Quoique, dans la démocratie, l’égalité réelle soit l’ame de l’état, cependant elle est si difficile à établir, qu’une exactitude extrême à cet égard ne conviendroit pas toujours. Il suffit que l’on établisse un cens[1] qui réduise ou fixe les différences à un certain point ; après quoi, c’est à des loix particulieres à égaliser, pour ainsi dire, les inégalités, par les charges qu’elles imposent aux riches, & le soulagement qu’elles accordent aux pauvres. Il n’y a que les richesses médiocres qui puissent donner ou souffrir ces sortes de compensations ; car, pour les fortunes immodérées, tout ce qu’on ne leur accorde pas de puissance & d’honneur, elles le regardent comme une injure.

Toute inégalité, dans la démocratie, doit être tirée de la nature de la démocratie, & du principe même de l’égalité. Par exemple : on y peut craindre que des gens qui auroient besoin du travail continuel pour vivre, ne fussent trop appauvris par une magistrature, ou qu’ils n’en négligeassent les fonctions ; que des artisans ne s’enorgueillissent ; que des affranchis trop nombreux ne devinssent plus puissans que les anciens citoyens.
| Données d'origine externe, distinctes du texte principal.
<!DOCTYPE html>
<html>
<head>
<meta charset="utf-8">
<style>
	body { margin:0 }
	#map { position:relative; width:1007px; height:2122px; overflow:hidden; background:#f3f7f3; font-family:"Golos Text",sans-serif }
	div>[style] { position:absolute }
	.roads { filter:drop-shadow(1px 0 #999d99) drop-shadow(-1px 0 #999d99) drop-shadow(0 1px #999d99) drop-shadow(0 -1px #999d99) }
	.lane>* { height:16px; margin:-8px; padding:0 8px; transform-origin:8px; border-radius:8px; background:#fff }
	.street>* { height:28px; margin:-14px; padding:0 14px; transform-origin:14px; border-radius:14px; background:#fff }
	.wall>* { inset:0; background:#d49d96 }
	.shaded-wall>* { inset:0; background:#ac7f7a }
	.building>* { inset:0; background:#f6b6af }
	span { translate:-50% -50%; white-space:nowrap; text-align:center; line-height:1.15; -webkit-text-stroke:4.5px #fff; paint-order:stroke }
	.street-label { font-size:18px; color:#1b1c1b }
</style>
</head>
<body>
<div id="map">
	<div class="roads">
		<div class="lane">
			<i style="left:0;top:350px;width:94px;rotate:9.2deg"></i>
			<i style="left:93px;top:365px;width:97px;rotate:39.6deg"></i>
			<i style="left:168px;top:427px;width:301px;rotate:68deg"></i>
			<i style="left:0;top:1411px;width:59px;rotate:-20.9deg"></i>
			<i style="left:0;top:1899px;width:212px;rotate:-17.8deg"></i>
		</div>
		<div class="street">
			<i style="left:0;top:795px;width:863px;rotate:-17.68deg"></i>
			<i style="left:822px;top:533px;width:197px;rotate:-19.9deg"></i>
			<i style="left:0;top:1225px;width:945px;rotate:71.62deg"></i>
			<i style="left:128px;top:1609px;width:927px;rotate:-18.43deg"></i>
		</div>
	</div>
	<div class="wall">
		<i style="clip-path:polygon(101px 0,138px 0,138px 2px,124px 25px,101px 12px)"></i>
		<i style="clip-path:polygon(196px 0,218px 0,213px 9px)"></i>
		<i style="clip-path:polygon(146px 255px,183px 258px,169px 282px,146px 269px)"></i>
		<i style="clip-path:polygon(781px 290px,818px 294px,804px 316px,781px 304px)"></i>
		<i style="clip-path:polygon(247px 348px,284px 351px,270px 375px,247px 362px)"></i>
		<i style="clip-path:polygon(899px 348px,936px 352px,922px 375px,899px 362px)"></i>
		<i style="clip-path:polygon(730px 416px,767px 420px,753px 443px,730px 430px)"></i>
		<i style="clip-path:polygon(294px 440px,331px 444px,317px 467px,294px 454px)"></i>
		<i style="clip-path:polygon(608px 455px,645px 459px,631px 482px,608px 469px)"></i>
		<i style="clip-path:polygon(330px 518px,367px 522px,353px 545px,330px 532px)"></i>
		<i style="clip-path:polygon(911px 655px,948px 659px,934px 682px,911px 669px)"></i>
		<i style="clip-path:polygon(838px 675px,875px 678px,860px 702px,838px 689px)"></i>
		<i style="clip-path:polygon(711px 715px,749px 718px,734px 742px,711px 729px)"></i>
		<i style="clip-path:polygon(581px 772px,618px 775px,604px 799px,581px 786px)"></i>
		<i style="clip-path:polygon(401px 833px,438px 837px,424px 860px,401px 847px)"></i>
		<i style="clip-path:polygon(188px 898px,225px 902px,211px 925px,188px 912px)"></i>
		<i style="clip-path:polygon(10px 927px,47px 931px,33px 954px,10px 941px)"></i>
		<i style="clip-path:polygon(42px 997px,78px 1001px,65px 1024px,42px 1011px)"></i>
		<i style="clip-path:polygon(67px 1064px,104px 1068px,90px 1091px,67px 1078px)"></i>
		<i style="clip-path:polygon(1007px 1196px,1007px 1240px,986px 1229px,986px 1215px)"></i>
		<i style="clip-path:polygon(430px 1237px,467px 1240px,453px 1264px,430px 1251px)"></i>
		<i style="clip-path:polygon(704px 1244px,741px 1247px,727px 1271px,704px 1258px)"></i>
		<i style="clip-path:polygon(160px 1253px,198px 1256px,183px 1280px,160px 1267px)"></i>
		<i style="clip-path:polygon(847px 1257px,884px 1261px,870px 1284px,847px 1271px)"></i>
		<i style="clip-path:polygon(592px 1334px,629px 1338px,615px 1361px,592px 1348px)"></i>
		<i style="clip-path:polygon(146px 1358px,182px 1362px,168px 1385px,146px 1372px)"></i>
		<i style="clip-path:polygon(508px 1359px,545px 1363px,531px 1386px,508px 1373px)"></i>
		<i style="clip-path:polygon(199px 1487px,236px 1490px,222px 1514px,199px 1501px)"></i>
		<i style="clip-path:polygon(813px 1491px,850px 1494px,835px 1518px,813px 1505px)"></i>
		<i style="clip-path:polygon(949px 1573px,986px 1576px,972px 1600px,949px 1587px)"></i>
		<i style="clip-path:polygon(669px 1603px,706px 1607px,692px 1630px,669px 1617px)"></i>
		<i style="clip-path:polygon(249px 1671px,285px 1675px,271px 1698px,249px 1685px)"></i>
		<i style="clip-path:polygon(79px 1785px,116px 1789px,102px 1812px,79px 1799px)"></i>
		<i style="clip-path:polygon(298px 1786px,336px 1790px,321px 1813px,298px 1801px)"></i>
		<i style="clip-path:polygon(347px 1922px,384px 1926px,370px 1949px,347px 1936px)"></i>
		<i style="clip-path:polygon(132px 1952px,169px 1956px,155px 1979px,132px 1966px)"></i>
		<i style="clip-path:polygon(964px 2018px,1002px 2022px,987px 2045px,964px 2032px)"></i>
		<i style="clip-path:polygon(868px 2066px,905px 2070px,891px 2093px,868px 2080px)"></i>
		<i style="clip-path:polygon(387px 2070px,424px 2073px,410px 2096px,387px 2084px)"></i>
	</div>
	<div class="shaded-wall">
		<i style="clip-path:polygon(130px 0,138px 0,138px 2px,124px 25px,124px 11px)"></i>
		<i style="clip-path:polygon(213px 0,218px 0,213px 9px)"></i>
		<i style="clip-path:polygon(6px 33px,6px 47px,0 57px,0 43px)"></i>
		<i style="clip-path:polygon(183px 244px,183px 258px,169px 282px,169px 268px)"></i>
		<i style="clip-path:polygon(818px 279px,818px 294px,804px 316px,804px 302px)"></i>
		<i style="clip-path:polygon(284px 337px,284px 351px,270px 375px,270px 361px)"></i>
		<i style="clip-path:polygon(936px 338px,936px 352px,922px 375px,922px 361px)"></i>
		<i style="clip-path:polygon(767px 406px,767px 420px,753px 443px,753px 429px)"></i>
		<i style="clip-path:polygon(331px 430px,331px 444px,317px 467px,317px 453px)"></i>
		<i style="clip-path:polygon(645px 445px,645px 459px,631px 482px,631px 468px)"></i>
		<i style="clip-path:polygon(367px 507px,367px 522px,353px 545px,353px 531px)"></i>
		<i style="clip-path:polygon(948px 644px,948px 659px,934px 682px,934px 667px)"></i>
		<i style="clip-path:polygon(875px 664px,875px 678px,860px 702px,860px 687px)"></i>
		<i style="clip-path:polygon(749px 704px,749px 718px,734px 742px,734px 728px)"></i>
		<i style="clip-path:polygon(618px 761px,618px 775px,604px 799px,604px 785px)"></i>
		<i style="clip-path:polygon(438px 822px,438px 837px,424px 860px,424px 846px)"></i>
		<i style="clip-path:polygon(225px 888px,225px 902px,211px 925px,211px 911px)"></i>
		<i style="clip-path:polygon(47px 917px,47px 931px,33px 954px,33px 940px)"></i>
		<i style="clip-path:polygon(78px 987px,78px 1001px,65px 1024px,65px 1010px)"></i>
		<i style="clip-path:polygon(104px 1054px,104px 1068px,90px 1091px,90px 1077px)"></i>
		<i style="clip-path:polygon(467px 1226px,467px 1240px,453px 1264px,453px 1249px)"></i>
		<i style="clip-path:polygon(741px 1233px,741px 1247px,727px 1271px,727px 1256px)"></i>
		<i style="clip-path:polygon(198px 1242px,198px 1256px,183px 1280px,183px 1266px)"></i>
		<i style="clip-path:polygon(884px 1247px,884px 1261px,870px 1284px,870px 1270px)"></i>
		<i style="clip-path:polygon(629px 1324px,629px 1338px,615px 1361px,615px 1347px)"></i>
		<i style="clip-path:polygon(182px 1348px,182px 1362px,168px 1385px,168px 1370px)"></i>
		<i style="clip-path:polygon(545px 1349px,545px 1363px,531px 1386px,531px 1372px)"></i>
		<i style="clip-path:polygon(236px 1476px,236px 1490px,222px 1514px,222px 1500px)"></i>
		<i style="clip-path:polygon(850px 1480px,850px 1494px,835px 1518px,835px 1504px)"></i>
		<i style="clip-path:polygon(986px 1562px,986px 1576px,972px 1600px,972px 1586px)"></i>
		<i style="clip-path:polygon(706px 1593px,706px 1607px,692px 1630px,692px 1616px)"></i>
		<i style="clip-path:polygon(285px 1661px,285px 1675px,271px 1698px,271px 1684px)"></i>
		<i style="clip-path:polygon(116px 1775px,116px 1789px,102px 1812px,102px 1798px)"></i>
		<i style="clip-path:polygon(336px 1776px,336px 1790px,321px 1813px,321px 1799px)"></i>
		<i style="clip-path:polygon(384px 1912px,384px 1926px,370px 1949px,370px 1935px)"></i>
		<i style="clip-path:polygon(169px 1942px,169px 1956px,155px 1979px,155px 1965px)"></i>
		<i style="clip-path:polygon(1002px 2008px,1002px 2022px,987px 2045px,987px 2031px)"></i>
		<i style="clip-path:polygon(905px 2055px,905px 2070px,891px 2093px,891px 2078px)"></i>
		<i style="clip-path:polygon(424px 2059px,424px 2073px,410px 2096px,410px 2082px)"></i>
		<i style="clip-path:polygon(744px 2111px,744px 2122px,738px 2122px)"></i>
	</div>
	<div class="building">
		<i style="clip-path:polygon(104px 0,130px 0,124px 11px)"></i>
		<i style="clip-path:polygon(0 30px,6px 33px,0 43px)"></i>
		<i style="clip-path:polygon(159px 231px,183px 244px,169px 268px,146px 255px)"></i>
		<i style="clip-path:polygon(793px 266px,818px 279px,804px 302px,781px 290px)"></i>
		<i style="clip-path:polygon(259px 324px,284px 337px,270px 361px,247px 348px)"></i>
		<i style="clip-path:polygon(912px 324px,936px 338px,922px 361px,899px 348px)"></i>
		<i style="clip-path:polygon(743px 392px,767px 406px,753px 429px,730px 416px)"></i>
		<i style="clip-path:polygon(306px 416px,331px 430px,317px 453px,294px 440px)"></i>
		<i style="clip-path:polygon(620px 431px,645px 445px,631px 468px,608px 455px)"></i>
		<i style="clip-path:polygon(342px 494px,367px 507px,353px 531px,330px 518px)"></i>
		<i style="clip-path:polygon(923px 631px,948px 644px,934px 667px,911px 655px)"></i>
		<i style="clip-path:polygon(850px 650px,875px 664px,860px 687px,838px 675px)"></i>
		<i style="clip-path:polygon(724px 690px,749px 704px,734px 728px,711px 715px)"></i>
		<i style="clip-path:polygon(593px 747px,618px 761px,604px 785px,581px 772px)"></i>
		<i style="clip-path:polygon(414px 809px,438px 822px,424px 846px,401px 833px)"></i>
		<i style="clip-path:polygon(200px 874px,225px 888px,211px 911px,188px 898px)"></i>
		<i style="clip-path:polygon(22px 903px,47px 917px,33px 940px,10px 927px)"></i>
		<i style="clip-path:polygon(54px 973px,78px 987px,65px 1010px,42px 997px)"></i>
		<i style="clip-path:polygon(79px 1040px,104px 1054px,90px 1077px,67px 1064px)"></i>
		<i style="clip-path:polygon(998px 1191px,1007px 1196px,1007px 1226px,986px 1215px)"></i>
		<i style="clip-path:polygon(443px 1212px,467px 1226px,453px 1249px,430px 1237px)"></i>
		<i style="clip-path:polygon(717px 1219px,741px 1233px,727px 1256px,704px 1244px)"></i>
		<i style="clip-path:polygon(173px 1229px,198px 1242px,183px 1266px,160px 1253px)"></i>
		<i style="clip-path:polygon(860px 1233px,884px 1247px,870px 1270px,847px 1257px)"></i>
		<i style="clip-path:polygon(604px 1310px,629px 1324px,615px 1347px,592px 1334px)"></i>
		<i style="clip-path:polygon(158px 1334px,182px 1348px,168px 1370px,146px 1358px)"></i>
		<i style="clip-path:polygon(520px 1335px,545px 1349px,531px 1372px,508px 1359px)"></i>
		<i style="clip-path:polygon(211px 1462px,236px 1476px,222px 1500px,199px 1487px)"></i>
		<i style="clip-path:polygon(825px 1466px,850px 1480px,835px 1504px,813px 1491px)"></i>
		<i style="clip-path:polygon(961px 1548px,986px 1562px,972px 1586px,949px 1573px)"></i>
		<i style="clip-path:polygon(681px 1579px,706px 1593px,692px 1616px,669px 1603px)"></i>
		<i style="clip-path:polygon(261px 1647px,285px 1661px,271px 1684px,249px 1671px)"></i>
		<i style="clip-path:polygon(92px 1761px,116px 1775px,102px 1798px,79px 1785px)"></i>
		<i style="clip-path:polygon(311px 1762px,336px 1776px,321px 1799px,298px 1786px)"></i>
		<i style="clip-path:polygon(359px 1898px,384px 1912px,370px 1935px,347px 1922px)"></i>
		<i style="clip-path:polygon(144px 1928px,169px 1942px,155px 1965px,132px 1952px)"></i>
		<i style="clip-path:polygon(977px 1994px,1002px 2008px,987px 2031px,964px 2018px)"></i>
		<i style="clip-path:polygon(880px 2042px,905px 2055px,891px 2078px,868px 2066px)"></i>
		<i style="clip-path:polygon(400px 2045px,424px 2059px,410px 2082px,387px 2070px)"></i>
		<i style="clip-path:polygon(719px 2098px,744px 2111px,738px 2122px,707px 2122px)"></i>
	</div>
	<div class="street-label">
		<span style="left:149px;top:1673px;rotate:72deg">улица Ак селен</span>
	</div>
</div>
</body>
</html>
Dans ces cas, l’égalité entre les citoyens[2] peut être ôtée dans la démocratie, pour l’utilité de la démocratie. Mais ce n’est qu’une égalité apparente que l’on ôte : car un homme ruiné par une magistrature seroit dans une pire

  1. Solon fit quatre classes ; la premiere, de ceux qui avoient cinq cens mines de revenu, tant en grains, qu’en fruits liquides ; la seconde, de ceux qui en avoient trois cens, & pouvoit entretenir un cheval ; la troisieme, de ceux qui n’en avoient que deux cens, la quatrieme, de tous ceux qui vivoient de leurs bras. Plutargue, vie de Solon.
  2. Solon exclut des charges tous ceux du quatrieme cens.